— Raw data —

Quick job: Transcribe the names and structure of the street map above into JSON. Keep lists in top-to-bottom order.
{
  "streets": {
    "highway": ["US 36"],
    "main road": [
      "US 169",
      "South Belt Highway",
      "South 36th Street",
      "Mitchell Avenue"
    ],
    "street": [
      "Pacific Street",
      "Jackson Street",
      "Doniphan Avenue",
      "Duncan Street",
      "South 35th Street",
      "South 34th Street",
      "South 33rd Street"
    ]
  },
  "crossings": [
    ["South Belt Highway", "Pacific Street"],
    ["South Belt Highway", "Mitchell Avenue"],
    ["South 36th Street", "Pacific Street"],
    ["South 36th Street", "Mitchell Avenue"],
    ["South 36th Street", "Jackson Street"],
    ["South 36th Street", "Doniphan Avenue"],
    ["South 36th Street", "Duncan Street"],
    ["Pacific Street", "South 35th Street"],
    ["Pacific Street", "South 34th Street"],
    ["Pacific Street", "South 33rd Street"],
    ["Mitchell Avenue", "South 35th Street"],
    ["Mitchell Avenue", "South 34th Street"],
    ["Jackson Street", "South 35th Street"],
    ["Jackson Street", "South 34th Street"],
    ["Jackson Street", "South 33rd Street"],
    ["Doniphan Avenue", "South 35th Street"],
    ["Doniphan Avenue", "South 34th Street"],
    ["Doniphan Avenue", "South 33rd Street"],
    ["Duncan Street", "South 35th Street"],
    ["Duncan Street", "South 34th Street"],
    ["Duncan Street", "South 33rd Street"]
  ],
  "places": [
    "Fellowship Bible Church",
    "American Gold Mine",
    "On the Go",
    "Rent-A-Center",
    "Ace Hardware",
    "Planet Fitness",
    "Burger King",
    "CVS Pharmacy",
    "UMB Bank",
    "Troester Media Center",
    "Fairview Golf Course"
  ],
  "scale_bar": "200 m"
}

— Exercise —
The entries above should be repeated exactly, every one of them.

— Result of the exercise —
Quick job: Transcribe the names and structure of the street map above into JSON. Keep lists in top-to-bottom order.
{
  "streets": {
    "highway": ["US 36"],
    "main road": [
      "US 169",
      "South Belt Highway",
      "South 36th Street",
      "Mitchell Avenue"
    ],
    "street": [
      "Pacific Street",
      "Jackson Street",
      "Doniphan Avenue",
      "Duncan Street",
      "South 35th Street",
      "South 34th Street",
      "South 33rd Street"
    ]
  },
  "crossings": [
    ["South Belt Highway", "Pacific Street"],
    ["South Belt Highway", "Mitchell Avenue"],
    ["South 36th Street", "Pacific Street"],
    ["South 36th Street", "Mitchell Avenue"],
    ["South 36th Street", "Jackson Street"],
    ["South 36th Street", "Doniphan Avenue"],
    ["South 36th Street", "Duncan Street"],
    ["Pacific Street", "South 35th Street"],
    ["Pacific Street", "South 34th Street"],
    ["Pacific Street", "South 33rd Street"],
    ["Mitchell Avenue", "South 35th Street"],
    ["Mitchell Avenue", "South 34th Street"],
    ["Jackson Street", "South 35th Street"],
    ["Jackson Street", "South 34th Street"],
    ["Jackson Street", "South 33rd Street"],
    ["Doniphan Avenue", "South 35th Street"],
    ["Doniphan Avenue", "South 34th Street"],
    ["Doniphan Avenue", "South 33rd Street"],
    ["Duncan Street", "South 35th Street"],
    ["Duncan Street", "South 34th Street"],
    ["Duncan Street", "South 33rd Street"]
  ],
  "places": [
    "Fellowship Bible Church",
    "American Gold Mine",
    "On the Go",
    "Rent-A-Center",
    "Ace Hardware",
    "Planet Fitness",
    "Burger King",
    "CVS Pharmacy",
    "UMB Bank",
    "Troester Media Center",
    "Fairview Golf Course"
  ],
  "scale_bar": "200 m"
}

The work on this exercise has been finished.